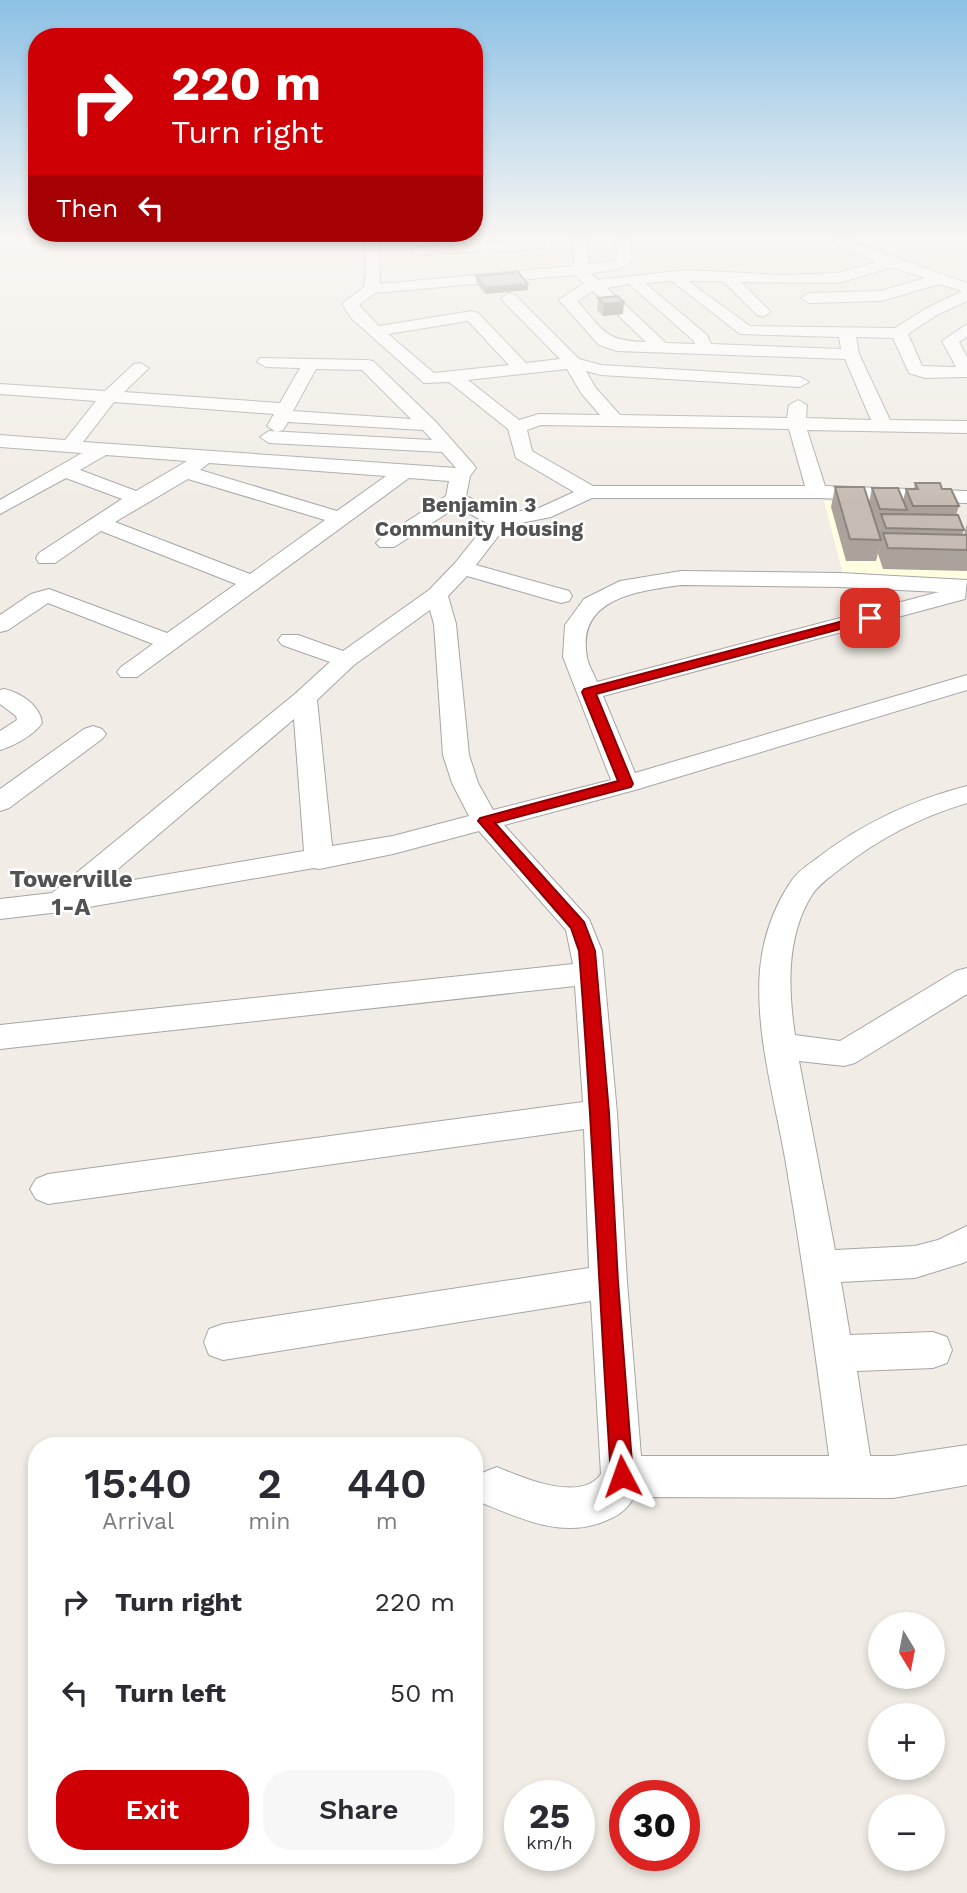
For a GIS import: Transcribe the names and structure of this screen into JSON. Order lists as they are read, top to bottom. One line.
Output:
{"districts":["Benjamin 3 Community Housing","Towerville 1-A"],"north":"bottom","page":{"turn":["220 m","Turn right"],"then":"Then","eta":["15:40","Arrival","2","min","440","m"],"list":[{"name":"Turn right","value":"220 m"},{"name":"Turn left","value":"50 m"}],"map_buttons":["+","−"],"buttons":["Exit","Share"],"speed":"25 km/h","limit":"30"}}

Assigned task >>
Output the listing above exactly as it stands; no picture should appear.

Solution to the problem >>
For a GIS import: Transcribe the names and structure of this screen into JSON. Order lists as they are read, top to bottom. One line.
Output:
{"districts":["Benjamin 3 Community Housing","Towerville 1-A"],"north":"bottom","page":{"turn":["220 m","Turn right"],"then":"Then","eta":["15:40","Arrival","2","min","440","m"],"list":[{"name":"Turn right","value":"220 m"},{"name":"Turn left","value":"50 m"}],"map_buttons":["+","−"],"buttons":["Exit","Share"],"speed":"25 km/h","limit":"30"}}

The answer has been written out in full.